At issue in this case is the area of First Amendment law known as “true threats”. True threats are not protected speech under the First Amendment. The argument hinges over what legal standard should be used to judge whether a ‘threat’ is a ‘true threat’. The standard used in Elonis’ trial and backed by the Obama administration says a person could be found guilty of making a threat if an objective person would consider the Facebook posts threatening. Elonis’ attorneys and free speech advocates support an interpretation that would require the jury to find that Elonis intended the posts as threats. Some proponents of this standard argue this standard is more appropriate in the context of internet communication which can lead people to misinterpret messages.
The Supreme Court has held “true threats” to harm another person are not protected speech under the First Amendment. During the time the court has issued those rulings the court has warned that laws prohibiting threats must not infringe on constitutionally protected speech. That includes “political hyperbole” or “unpleasantly sharp attacks” that fall shy of true threats.

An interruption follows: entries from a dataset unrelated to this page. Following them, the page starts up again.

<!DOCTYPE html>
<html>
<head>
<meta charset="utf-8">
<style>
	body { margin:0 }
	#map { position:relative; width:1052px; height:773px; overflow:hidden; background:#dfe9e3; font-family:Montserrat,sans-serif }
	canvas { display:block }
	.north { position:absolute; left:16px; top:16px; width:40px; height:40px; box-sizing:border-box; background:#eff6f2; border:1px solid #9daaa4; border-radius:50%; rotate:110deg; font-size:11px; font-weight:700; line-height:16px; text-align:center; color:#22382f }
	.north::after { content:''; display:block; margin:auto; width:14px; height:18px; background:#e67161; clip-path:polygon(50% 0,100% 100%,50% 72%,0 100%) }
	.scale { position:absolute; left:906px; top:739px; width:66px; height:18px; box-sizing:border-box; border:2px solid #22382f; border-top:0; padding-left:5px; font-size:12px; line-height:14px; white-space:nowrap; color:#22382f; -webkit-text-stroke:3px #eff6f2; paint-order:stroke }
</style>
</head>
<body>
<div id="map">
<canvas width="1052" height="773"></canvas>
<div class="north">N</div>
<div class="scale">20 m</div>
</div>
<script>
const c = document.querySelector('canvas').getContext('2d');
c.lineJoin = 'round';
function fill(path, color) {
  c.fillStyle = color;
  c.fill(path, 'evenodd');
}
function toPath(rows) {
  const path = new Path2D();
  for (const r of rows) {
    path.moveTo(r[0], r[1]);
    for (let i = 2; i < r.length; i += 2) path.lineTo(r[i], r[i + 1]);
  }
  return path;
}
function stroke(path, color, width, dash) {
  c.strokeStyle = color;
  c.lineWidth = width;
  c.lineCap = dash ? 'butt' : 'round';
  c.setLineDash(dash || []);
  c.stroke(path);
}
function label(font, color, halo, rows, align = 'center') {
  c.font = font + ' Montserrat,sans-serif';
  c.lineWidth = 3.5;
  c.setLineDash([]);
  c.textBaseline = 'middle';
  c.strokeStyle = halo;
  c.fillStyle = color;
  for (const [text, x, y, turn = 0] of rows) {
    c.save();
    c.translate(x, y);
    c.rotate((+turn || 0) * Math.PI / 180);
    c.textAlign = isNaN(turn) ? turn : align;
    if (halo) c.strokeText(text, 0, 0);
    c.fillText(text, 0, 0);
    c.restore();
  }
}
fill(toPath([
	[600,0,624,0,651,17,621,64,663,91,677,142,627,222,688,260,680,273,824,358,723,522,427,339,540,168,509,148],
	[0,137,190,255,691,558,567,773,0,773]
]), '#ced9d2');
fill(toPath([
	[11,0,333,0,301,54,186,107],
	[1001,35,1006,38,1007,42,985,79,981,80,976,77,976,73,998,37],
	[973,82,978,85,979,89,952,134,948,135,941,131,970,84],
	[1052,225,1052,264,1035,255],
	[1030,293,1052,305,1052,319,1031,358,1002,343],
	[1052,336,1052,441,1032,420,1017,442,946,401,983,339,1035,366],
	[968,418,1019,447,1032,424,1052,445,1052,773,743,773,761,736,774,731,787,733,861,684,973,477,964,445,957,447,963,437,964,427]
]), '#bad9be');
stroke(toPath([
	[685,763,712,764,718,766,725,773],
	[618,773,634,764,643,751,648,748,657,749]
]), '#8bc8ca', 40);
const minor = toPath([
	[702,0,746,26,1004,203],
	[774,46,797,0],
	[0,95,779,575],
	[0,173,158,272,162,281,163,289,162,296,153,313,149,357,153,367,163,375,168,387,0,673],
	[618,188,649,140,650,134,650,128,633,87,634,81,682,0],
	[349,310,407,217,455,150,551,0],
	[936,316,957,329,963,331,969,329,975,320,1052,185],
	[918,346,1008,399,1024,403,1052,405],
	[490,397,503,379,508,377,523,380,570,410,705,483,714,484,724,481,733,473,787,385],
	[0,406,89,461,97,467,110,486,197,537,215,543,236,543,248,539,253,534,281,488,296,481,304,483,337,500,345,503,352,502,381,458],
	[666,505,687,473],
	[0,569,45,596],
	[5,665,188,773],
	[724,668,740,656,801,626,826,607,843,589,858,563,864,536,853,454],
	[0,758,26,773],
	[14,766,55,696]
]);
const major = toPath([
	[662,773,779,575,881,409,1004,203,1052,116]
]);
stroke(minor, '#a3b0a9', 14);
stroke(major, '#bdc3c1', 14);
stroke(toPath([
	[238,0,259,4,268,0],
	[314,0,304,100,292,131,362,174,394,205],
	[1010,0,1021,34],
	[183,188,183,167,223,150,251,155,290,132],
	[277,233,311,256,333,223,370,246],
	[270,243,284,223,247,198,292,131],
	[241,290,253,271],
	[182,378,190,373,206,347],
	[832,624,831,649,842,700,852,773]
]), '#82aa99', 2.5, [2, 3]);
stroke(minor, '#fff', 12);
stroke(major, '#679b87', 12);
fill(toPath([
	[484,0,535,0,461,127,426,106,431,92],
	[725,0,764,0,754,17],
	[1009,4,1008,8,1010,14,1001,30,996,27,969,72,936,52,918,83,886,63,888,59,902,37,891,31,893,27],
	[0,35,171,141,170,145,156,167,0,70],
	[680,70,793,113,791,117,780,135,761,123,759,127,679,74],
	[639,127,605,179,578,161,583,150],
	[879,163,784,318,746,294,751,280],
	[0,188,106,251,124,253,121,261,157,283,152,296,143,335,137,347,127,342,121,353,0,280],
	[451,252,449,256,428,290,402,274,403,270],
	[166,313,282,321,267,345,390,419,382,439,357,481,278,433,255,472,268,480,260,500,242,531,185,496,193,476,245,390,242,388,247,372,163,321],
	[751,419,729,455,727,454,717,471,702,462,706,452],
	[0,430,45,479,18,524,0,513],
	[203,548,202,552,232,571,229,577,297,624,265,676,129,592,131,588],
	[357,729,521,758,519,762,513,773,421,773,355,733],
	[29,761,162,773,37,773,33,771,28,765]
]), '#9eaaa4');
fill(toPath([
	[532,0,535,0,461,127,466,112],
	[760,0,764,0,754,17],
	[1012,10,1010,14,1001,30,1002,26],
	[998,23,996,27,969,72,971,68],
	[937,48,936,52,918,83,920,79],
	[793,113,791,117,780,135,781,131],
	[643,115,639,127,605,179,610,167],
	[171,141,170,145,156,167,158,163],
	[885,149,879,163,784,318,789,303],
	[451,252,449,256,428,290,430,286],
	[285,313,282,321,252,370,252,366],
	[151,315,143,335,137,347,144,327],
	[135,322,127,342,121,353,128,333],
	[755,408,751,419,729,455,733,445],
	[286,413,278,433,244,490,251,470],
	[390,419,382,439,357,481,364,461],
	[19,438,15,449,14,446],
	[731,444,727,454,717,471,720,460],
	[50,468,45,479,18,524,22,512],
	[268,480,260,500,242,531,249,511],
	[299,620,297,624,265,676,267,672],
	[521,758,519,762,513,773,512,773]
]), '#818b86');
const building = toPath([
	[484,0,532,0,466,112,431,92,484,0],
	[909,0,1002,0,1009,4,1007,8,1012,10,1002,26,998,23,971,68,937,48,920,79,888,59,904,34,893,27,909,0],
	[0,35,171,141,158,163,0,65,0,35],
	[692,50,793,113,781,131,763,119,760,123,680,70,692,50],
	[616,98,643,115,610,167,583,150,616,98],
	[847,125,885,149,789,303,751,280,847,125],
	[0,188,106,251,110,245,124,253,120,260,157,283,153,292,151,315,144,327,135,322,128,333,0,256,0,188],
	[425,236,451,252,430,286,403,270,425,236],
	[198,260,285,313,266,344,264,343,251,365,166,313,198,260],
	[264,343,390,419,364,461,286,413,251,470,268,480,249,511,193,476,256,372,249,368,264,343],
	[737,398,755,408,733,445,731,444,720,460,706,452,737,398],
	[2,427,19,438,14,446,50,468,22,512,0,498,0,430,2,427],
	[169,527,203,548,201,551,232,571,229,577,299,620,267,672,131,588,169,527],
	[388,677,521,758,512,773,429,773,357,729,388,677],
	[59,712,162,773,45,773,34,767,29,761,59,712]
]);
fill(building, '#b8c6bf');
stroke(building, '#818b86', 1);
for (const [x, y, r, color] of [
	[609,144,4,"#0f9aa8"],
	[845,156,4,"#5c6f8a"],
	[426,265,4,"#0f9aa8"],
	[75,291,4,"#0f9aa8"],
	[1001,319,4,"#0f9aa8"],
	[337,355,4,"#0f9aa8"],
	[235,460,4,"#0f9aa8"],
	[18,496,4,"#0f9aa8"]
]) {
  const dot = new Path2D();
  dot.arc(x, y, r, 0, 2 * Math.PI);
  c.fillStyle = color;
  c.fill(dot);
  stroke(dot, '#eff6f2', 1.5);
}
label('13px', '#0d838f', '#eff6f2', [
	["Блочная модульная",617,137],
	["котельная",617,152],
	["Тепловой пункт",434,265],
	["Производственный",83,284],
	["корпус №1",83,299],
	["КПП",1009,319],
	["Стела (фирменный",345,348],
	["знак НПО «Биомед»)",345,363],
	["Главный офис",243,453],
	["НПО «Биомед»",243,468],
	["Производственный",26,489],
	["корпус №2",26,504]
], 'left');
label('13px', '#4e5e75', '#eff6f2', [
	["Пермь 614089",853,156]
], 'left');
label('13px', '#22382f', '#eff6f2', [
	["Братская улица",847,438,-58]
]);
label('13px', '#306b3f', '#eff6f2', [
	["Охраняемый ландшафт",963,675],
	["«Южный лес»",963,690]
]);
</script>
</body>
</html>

The Supreme Court is historically very protective of the First Amendment. In addition to the answering the question presented by the Petition, the court directed the parties to answer “Whether, as a matter of statutory interpretation, conviction of threatening another person under 18 U. S. C. §875(c) requires proof of the defendant’s subjective intent to threaten.” The fact the court granted cert. on this issue may indicate that at least three of the justices do not think Elonis’ posts rose to the level of a true threat.